== WHAT YOU NEED TO DO ==
Each entry below is to be given again word for word, with no pictures.

== EXERCISE INPUTS

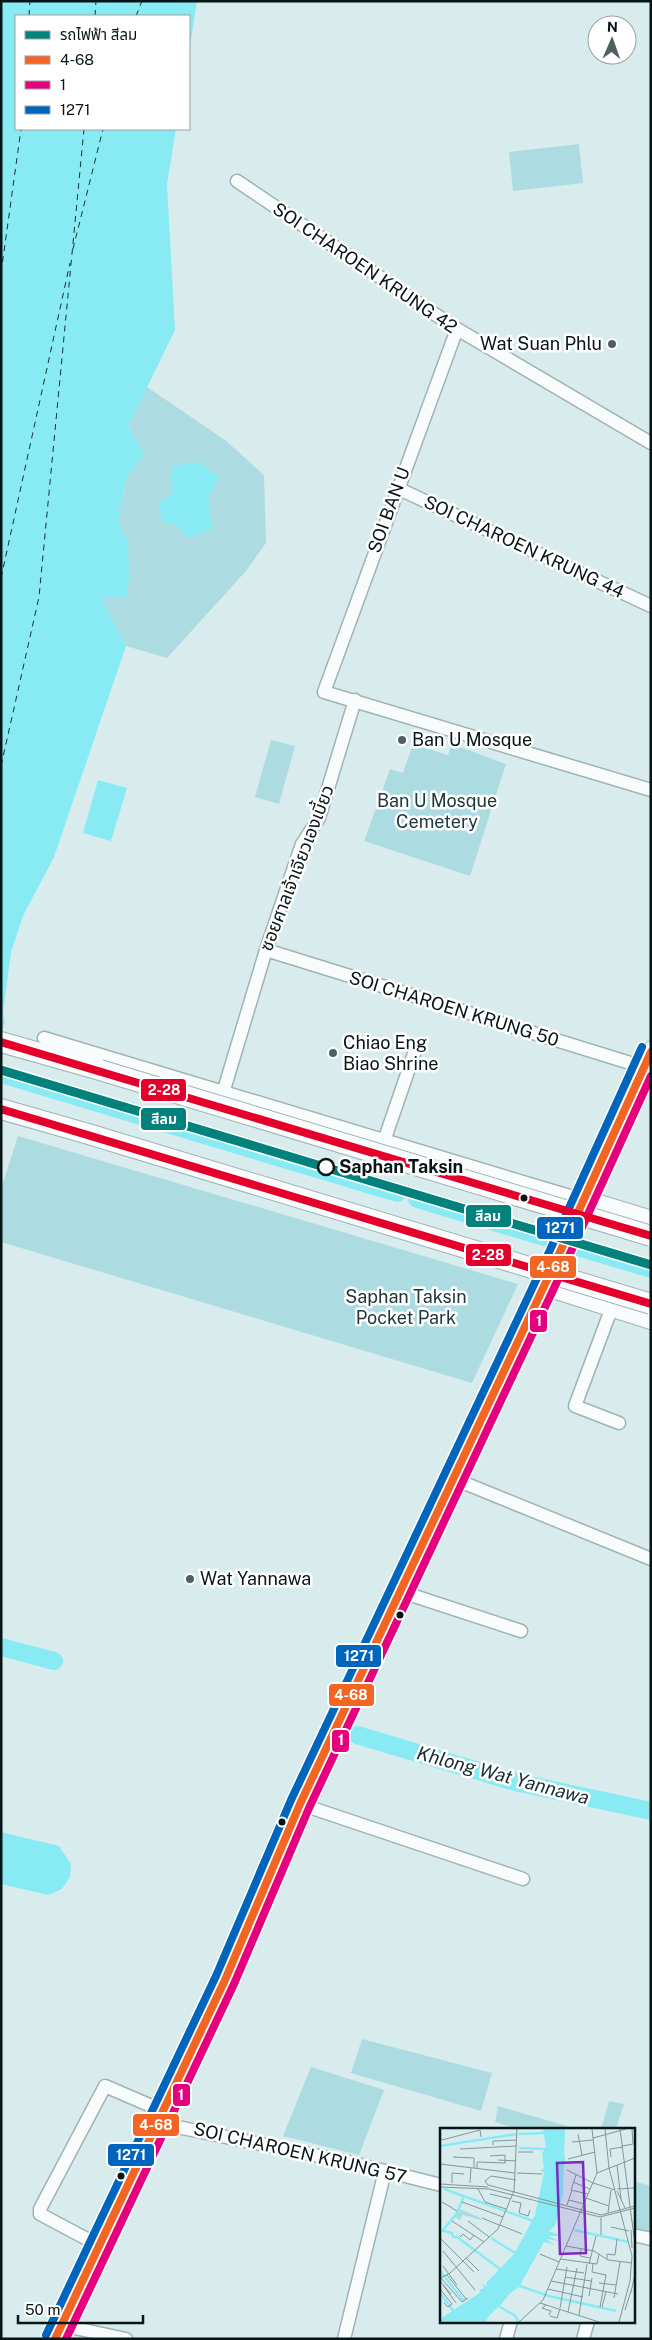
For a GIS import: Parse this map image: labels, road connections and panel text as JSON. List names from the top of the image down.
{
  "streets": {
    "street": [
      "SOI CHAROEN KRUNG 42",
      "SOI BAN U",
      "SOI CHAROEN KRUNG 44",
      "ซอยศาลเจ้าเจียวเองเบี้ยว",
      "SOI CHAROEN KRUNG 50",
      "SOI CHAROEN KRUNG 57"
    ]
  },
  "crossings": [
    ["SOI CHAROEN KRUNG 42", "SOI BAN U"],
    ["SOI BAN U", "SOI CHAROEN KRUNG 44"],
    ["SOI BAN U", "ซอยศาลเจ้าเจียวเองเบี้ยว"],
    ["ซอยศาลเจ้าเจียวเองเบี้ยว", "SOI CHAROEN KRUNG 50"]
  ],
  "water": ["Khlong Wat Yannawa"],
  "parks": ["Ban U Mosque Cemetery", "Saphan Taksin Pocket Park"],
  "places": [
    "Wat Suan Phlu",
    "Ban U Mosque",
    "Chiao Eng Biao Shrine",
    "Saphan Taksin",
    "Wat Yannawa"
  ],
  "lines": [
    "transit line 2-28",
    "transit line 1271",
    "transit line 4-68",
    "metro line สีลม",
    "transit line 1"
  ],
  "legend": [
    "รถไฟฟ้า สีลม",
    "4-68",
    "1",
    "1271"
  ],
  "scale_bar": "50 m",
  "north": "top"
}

====

== ANSWER FOR THIS EXERCISE ==
For a GIS import: Parse this map image: labels, road connections and panel text as JSON. List names from the top of the image down.
{
  "streets": {
    "street": [
      "SOI CHAROEN KRUNG 42",
      "SOI BAN U",
      "SOI CHAROEN KRUNG 44",
      "ซอยศาลเจ้าเจียวเองเบี้ยว",
      "SOI CHAROEN KRUNG 50",
      "SOI CHAROEN KRUNG 57"
    ]
  },
  "crossings": [
    ["SOI CHAROEN KRUNG 42", "SOI BAN U"],
    ["SOI BAN U", "SOI CHAROEN KRUNG 44"],
    ["SOI BAN U", "ซอยศาลเจ้าเจียวเองเบี้ยว"],
    ["ซอยศาลเจ้าเจียวเองเบี้ยว", "SOI CHAROEN KRUNG 50"]
  ],
  "water": ["Khlong Wat Yannawa"],
  "parks": ["Ban U Mosque Cemetery", "Saphan Taksin Pocket Park"],
  "places": [
    "Wat Suan Phlu",
    "Ban U Mosque",
    "Chiao Eng Biao Shrine",
    "Saphan Taksin",
    "Wat Yannawa"
  ],
  "lines": [
    "transit line 2-28",
    "transit line 1271",
    "transit line 4-68",
    "metro line สีลม",
    "transit line 1"
  ],
  "legend": [
    "รถไฟฟ้า สีลม",
    "4-68",
    "1",
    "1271"
  ],
  "scale_bar": "50 m",
  "north": "top"
}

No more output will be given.